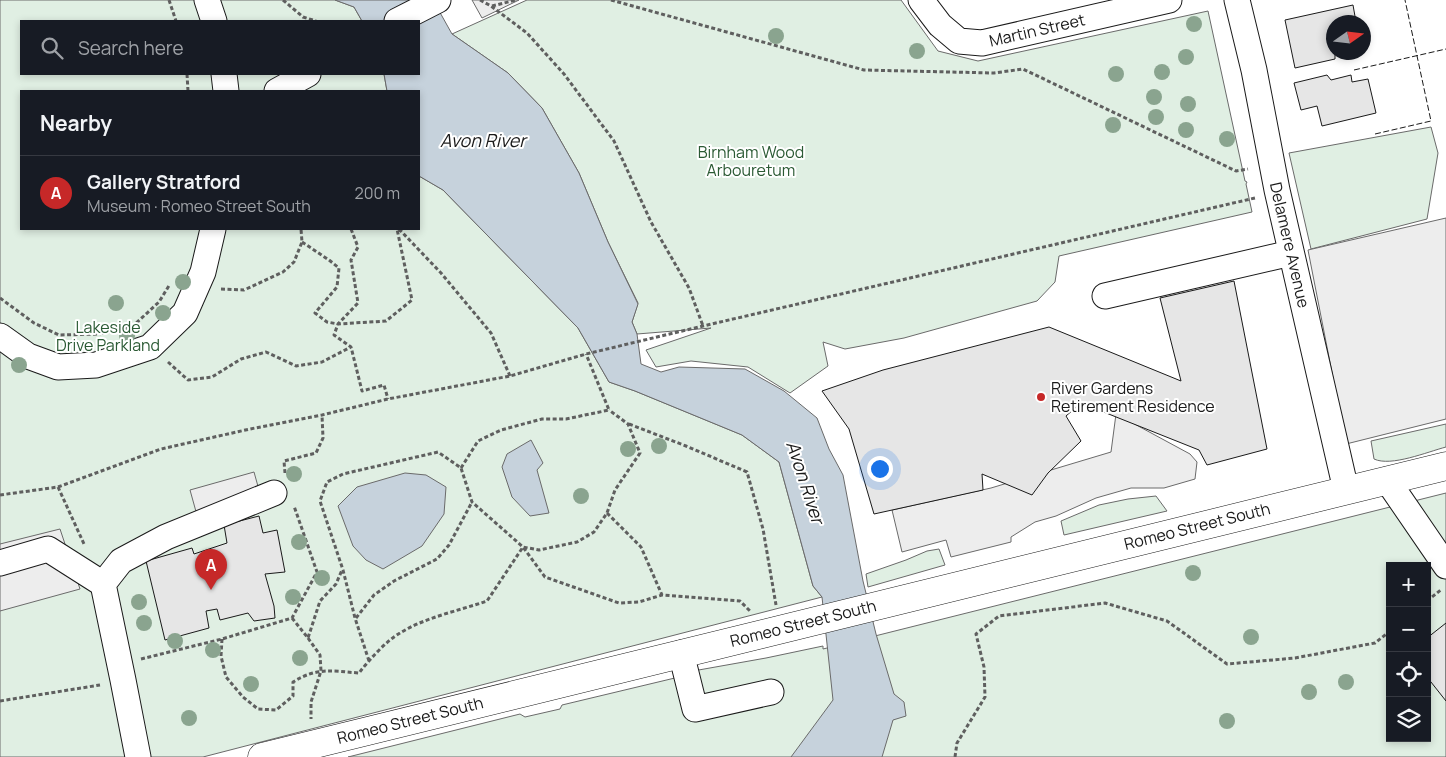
<!DOCTYPE html>
<meta charset="utf-8">
<style>
body{margin:0;font-family:Manrope,sans-serif;background:#20242c;color:#f1f3f6}
.controls{position:absolute;right:15px;bottom:15px;display:grid;overflow:hidden;border-radius:0px;box-shadow:0 2px 8px #0003}
.controls button{width:45px;height:45px;display:grid;place-items:center;padding:0;border:0;border-bottom:1px solid #363941;background:#171b24;color:#f1f3f6;font:25px sans-serif}
.compass{position:absolute;left:1326px;top:15px;width:45px;height:45px;border-radius:50%;background:#171b24;box-shadow:0 2px 8px #0003;rotate:76deg}
.you{position:absolute;left:879px;top:468px;width:18px;height:18px;margin:-12px;border:4px solid #fff;border-radius:50%;background:#1a73e8;box-shadow:0 0 0 8px #1a73e833}
.badge{display:grid;place-items:center;width:32px;height:32px;border-radius:50%;background:#c62828;color:#fff;font-size:16px;font-weight:700}
.pin{position:absolute;translate:-50% -41px;filter:drop-shadow(0 1px 2px #0008)}
.pin::after{content:'';position:absolute;top:26px;width:18px;height:15px;background:inherit;clip-path:polygon(0 0,100% 0,50% 100%)}
.list{margin:0;padding:0;list-style:none}
h2{display:flex;justify-content:space-between;align-items:center;height:65px;margin:0;padding:0 20px;font-size:21px}
h2 small{font-size:16px;font-weight:400;color:#9ea1a6}
.list li{display:grid;grid-template-columns:32px 1fr auto;gap:15px;align-items:center;box-sizing:border-box;height:75px;padding:0 20px;border-top:1px solid #363941}
.list b{display:block;font-size:19px;white-space:nowrap}
.list p{margin:0;font-size:16px;white-space:nowrap;color:#9ea1a6}
.list em{font-size:16px;font-style:normal;color:#9ea1a6}
.icon{flex:none;width:28px;height:28px;fill:none;stroke:currentColor;stroke-width:2;stroke-linecap:round;stroke-linejoin:round}
.map{position:relative;flex:none;width:1446px;height:757px;overflow:hidden}
.search{position:absolute;background:#171b24;box-shadow:0 2px 8px #0003;left:20px;top:20px;width:400px;height:55px;display:flex;align-items:center;gap:12px;box-sizing:border-box;padding:0 18px;border-radius:0px;color:#9ea1a6;font-size:19px}
.panel{position:absolute;background:#171b24;box-shadow:0 2px 8px #0003;left:20px;top:90px;width:400px;height:140px;border-radius:0px}
.map>svg:first-child{display:block}
.green{fill:#e0efe3;stroke:#6a6a6a;fill-rule:evenodd}
.parking{fill:#ededed;stroke:#6a6a6a}
.water{fill:#c6d2dc;stroke:#6a6a6a}
.building{fill:#e6e6e6;stroke:#1a1a1a}
.lines{fill:none;stroke-linecap:round;stroke-linejoin:round}
.minor-casing{stroke:#1a1a1a;stroke-width:27}
.major-casing{stroke:#1a1a1a;stroke-width:29}
.path{stroke:#5f5f5f;stroke-width:3;stroke-dasharray:4 2.5;stroke-linecap:butt}
.minor{stroke:#fff;stroke-width:25}
.major{stroke:#fff;stroke-width:28}
.fence{stroke:#1a1a1a;stroke-width:1;stroke-dasharray:6 2.5;stroke-linecap:butt}
.tree{fill:#8aa48f}
.poi-dot{fill:#c62828;stroke:#fff;stroke-width:2}
.labels{text-anchor:middle;dominant-baseline:central;stroke-width:4;stroke-linejoin:round;paint-order:stroke}
.street-label{font-size:16px;fill:#1a1a1a;stroke:#fff}
.park-label{font-size:16px;fill:#2b5a34;stroke:#fff}
.poi-label{font-size:16px;fill:#1a1a1a;stroke:#fff;text-anchor:start}
.water-label{font-size:18px;font-style:italic;fill:#1a1a1a;stroke:#fff}
</style>
<div class="map">
<svg width="1446" height="757" viewBox="0 0 1446 757">
<rect width="100%" height="100%" fill="#fff"/>
<path class="green" d="M0,0H335L354,7L362,21H21V74H384L387,91H21V229H419V176L443,190L578,328L609,382L635,391L742,435L779,462L813,586L822,597L203,757H0Z
M527,0H901L938,51L978,61L1208,11L1245,181L1247,182L1246,184L1252,212L1059,256L1055,282L1037,301L904,338L845,349L823,342L828,366L790,393L748,367L691,361L656,367L646,350L711,328L637,334L632,322L638,303L608,242L579,173L542,108L508,73L452,34Z
M1431,127L1438,153L1427,219L1311,249L1289,153Z
M1446,424V447C1427,452 1391,467 1374,459L1371,441Z
M1446,493V757H348L520,714L525,717L560,709L562,705L679,677L693,671L766,658L823,646V649ZM1390,566H1427V738H1390Z
M1156,496L1167,511L1064,535L1061,521L1099,505L1128,499Z
M939,549L945,565L868,587L866,574L906,560L927,551Z"/>
<path class="parking" d="M472,0H519L482,18Z
M1446,218V419L1346,444L1308,250Z
M1116,414L1190,454L1197,462L1195,479L1164,488H1131L1096,498L1056,516L1035,522L1011,537V542L951,557L946,540L902,552L892,510L991,488L1111,452Z
M254,472L264,508L200,526L190,490Z
M60,529L80,589L0,611V544Z"/>
<path class="water" d="M335,0H433L452,34L508,73L542,108L579,173L608,242L638,304L632,322L637,334L641,364L661,372L679,367L745,369L784,391L817,418L829,449L843,475L863,581L876,634L894,694L904,702L906,716L893,720L882,757H791L833,700L822,597L813,586L779,462L742,435L635,391L609,382L578,328L443,190L419,176V91H387L384,74H419V21H362L354,7Z
M531,440L543,463L537,470L549,513L530,516L512,497L502,467L507,454Z
M405,473L426,475L446,487L444,514L422,546L383,569L366,560L353,546L338,506L357,487Z"/>
<path class="building" d="M1353,5L1356,22H1334V52H1335V59L1295,68L1285,20Z
M1327,75L1331,80L1351,75L1352,82L1368,79L1376,113L1322,126L1317,106L1301,110L1294,83Z
M1234,281L1267,449L1207,465L1199,450L1081,403L1066,416L1081,441L1048,473L1032,495L982,474L983,490L874,514L849,429L822,391L883,370L1049,327L1181,381L1160,298Z
M259,516L263,533L277,530L285,572L265,574L274,606L275,618L254,621L248,613L220,620L217,609L206,611L209,628L165,640L146,561L192,548L194,554L227,543L224,525Z
M1446,623V701L1427,677V638Z"/>
<g class="lines">
<g class="minor-casing">
<path id="minor" d="M207,0L214,21
M921,0L940,25L959,41L982,43L1169,0
M1237,0L1254,70L1277,190L1346,490
M397,21L438,0
M224,74L226,91
M277,91L308,74
M1105,296L1291,253
M0,336L28,356L58,367L96,365L150,347L185,313L203,272L213,229
M1387,480L1446,566
M0,563L48,549L103,584L123,680L138,757
M103,584L121,561L166,537L274,493
M681,653L695,709L771,692"/>
</g>
<g class="major-casing">
<path id="major" d="M262,757L1446,466"/>
</g>
<path class="path" d="M169,0L176,21
M283,0L303,17L316,21
M480,0L491,6L527,33L564,74L614,141L651,222L689,288L703,326
M611,0L864,70L994,73L1023,69L1236,171L1248,169
M492,6L516,0
M187,74L188,91
M351,229L358,247L351,260L358,303L338,324L334,335L351,347L362,391L384,385L388,399
M399,229L441,273L491,333L510,376
M302,242L329,260L339,268L337,287L315,313L327,322L338,324L386,321L412,300L397,229
M221,289L244,290L283,272L294,262L302,242L301,229
M0,298L34,323L59,335L99,334L133,326L159,302L170,284
M168,362L188,380L212,377L241,359L266,352L296,366L322,362L351,347
M629,424L686,446L747,472L763,529L776,605
M461,468L478,441L501,430L542,419H566L609,410L586,354
M285,473L284,461L316,453L323,438L322,415
M58,487L84,544
M0,495L58,487L161,449L250,429L322,415L388,399L510,376L586,354L703,326L1255,198
M607,513L641,547L662,595
M1427,601L1442,589
M292,618L308,638L320,601L336,584L342,570
M356,618L374,595L394,581L437,559L449,545L472,502
M308,638L320,655L321,671L311,702V719
M222,639L221,656L226,677L243,697L258,709L276,710L293,696V682C317,667 332,671 359,673C369,660 386,641 400,633C426,617 458,611 487,601L523,547L545,577L619,603L639,602L662,595L740,601L750,611
M141,659L222,639L292,618L317,572L294,506
M369,661L355,618L343,570L320,501L327,482L343,474L438,452L461,468L472,502L523,547L539,550L577,542L594,532L607,513L615,490L640,453L628,424L609,410
M0,701L100,685
M955,757L957,743L985,697L984,667L976,634L999,616L1105,603L1167,621L1227,664L1295,658L1375,643L1390,631"/>
<use href="#minor" class="minor"/>
<use href="#major" class="major"/>
<path class="fence" d="M1354,70L1446,49
M1375,134L1431,121L1405,0"/>
</g>
<g class="tree">
<circle cx="1194" cy="24" r="8"/>
<circle cx="776" cy="36" r="8"/>
<circle cx="917" cy="51" r="8"/>
<circle cx="1186" cy="57" r="8"/>
<circle cx="1162" cy="72" r="8"/>
<circle cx="1116" cy="74" r="8"/>
<circle cx="1154" cy="97" r="8"/>
<circle cx="1188" cy="104" r="8"/>
<circle cx="1156" cy="117" r="8"/>
<circle cx="1113" cy="125" r="8"/>
<circle cx="1186" cy="130" r="8"/>
<circle cx="1227" cy="139" r="8"/>
<circle cx="183" cy="282" r="8"/>
<circle cx="116" cy="303" r="8"/>
<circle cx="163" cy="313" r="8"/>
<circle cx="127" cy="336" r="8"/>
<circle cx="19" cy="365" r="8"/>
<circle cx="659" cy="446" r="8"/>
<circle cx="628" cy="449" r="8"/>
<circle cx="294" cy="474" r="8"/>
<circle cx="581" cy="496" r="8"/>
<circle cx="299" cy="542" r="8"/>
<circle cx="1193" cy="573" r="8"/>
<circle cx="322" cy="578" r="8"/>
<circle cx="293" cy="597" r="8"/>
<circle cx="139" cy="602" r="8"/>
<circle cx="144" cy="623" r="8"/>
<circle cx="1251" cy="637" r="8"/>
<circle cx="175" cy="641" r="8"/>
<circle cx="213" cy="650" r="8"/>
<circle cx="300" cy="658" r="8"/>
<circle cx="1346" cy="682" r="8"/>
<circle cx="251" cy="684" r="8"/>
<circle cx="1309" cy="692" r="8"/>
<circle cx="189" cy="718" r="8"/>
<circle cx="1227" cy="721" r="8"/>
</g>
<circle class="poi-dot" cx="1041" cy="397" r="5"/>
<g class="labels">
<g class="street-label">
<text transform="translate(1037 30) rotate(-13)">Martin Street</text>
<text transform="translate(1290 245) rotate(77)">Delamere Avenue</text>
<text transform="translate(1197 526) rotate(-14)">Romeo Street South</text>
<text transform="translate(803 623) rotate(-14)">Romeo Street South</text>
<text transform="translate(410 720) rotate(-14)">Romeo Street South</text>
</g>
<g class="park-label">
<text x="751" y="152">Birnham Wood<tspan x="751" dy="18">Arbouretum</tspan></text>
<text x="108" y="327">Lakeside<tspan x="108" dy="18">Drive Parkland</tspan></text>
</g>
<g class="poi-label">
<text x="1051" y="388">River Gardens<tspan x="1051" dy="18">Retirement Residence</tspan></text>
</g>
<g class="water-label">
<text x="483" y="140">Avon River</text>
<text transform="translate(806 482) rotate(72)">Avon River</text>
</g>
</g>
</svg>
<div class="controls">
<button>+</button>
<button>−</button>
<button><svg class="icon" aria-label="locate" viewBox="0 0 24 24"><circle cx="12" cy="12" r="6"/><path d="M12 2v4M12 18v4M2 12h4M18 12h4"/></svg></button>
<button><svg class="icon" aria-label="layers" viewBox="0 0 24 24"><path d="M12 4l9 5-9 5-9-5zM3 14l9 5 9-5"/></svg></button>
</div>
<svg class="compass" viewBox="-18 -18 36 36"><path d="M0-13l5 13h-10z" fill="#e53935"/><path d="M0 13l5-13h-10z" fill="#9ea1a6"/></svg>
<div class="you"></div>
<div class="pin badge" style="left:211px;top:590px">A</div>
<div class="search"><svg class="icon" aria-label="search" viewBox="0 0 24 24"><circle cx="10" cy="10" r="6"/><path d="M15 15l6 6"/></svg>Search here</div>
<section class="panel">
<h2>Nearby<small></small></h2>
<ul class="list">
<li><span class="badge">A</span><div><b>Gallery Stratford</b><p>Museum · Romeo Street South</p></div><em>200 m</em></li>
</ul>
</section>
</div>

● ● ●

Task: Lines above holding "translate": give their count, nothing more.

Solution below: 7